Ana babaya karşı asi bir gençlik yetiştirdik. Her şey sözde kaldı. Allah’ın verdiği nefesi boşuna tükettik. Boşa kürek çektik hep, emeğimiz çöplerle beraber çöplük alanlara yığılıp kaldı. Aldığımız her nefeste Yaradan’a şükretmeyi unuttuk. Sokak ortasında birbirimizin canına kıydık. Yaradan’a sığınmak yerine öfke ve nefret ruhumuzu intikam çığlıklarıyla esir aldı. Çocuklarımızı okula göndermemeye başladık. Gönderdiklerimizi ise sormayı unuttuk. Suskun kaldık çaresizce…

Yüreğimiz kan ağladı bir kâbus gibi gece çöktü üzerimize. Güneşin doğuşunu göremediğimiz için batışıyla yetindik. Yıldızlar gibi parlamak yerine göktaşları gibi söndük. Etrafımızdakileri sıcaklığımızla ısıtamadık. Daha doğrusu ısıtmayı beceremedik. İnsanlığımızı gün gün yitirdik. Hüzünle karışık zehri kadehimize doldurduk. Yüreğimiz kanarken kaşlarımız hep çatık baktı dünyaya… Gülümsemek yerine karşımızdakinin yüreğini sözlerimizle dağladık. İsyanı seçtik… Umutla bakamadık geleceğe… Severken bile elimize yüzümüze bulaştırdık. Sokaklarda rahatça gezemez olduk. Kan ve öfke kustuk… Üzerimizde oynanan oyunlara karşı uyanık olmayı beceremedik…

Aynı evden faklı ideolojilere hizmet eden kardeşleri cansız bedenleriyle kefene sarıp toprağa gömdük… Gerçeklerle yüzleşmekten korktuk… Suskunluğumuza çare olamadı hiç kimse. Oysaki bir şeyi unutmuştuk… Birbirimizi en iyi biz anlardık… Birbirimizi yanlış anladık…

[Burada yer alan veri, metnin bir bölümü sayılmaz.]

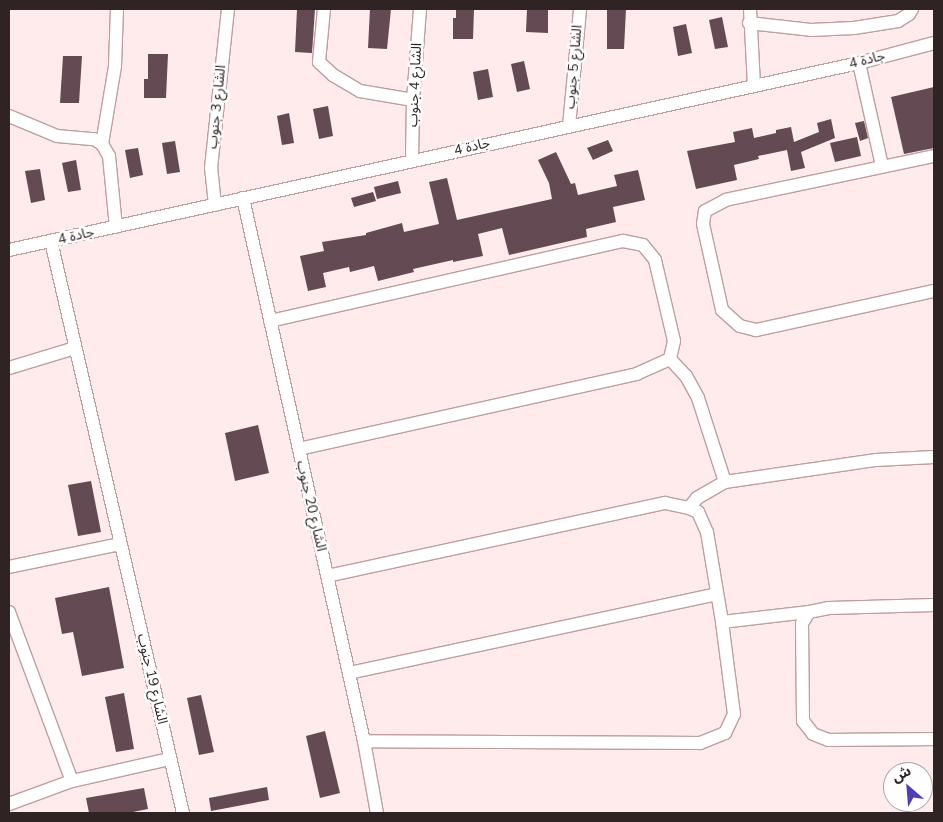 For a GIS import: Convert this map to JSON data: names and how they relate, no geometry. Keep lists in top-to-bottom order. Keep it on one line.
{"streets":{"street":["جادة 4","الشارع 5 جنوب","الشارع 4 جنوب","الشارع 3 جنوب","الشارع 20 جنوب","الشارع 19 جنوب"]},"crossings":[["جادة 4","الشارع 5 جنوب"],["جادة 4","الشارع 4 جنوب"],["جادة 4","الشارع 3 جنوب"],["جادة 4","الشارع 20 جنوب"],["جادة 4","الشارع 19 جنوب"]],"north":"top left"}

Taziyelerimize bile korka korka gittik. Düğünlerimizi geleneklere göre değil ideolojilere göre şekillendirdik. Silvan’ın sokakları bile kan ağlarken biz sadece bakakaldık, yaya kaldık. Hüznümüz, kederimiz yüreğimize saplanan bir hançer gibi sıcaklığını korudu…

Beynimizi zehirlediler düşüncelerimizi kaybettik. Suskunluğumuza hekimler çaresiz kaldı. Travmalarla korkuyla yaşadık. Kurşun yağmurlarına şahit olduk. Çorbamıza kinimizi doğradık…

Yedi defa yıkıldık ama doğrulmasını bildik. Uyan artık Silvan bu sefer yıkılan surların değil gençliğin, beynin, geleceğin… Birbirimize kardeşçe bakmak varken, gülümsemek varken bu öfke kin neye yarar…

Kardeşlerimiz yaban oldu, yerine gelen yabancılar kardeş dedik, bir birimize tahammülümüz kalmadı. Herkes bir birini kıskanmaya başladı. Çekememezlik sınırlarını aştık. Biz böyle bir toplum değildik sahi hani ara değerlerimizi yitirdik.   Unutulmasın ki birlikten kuvvet doğar…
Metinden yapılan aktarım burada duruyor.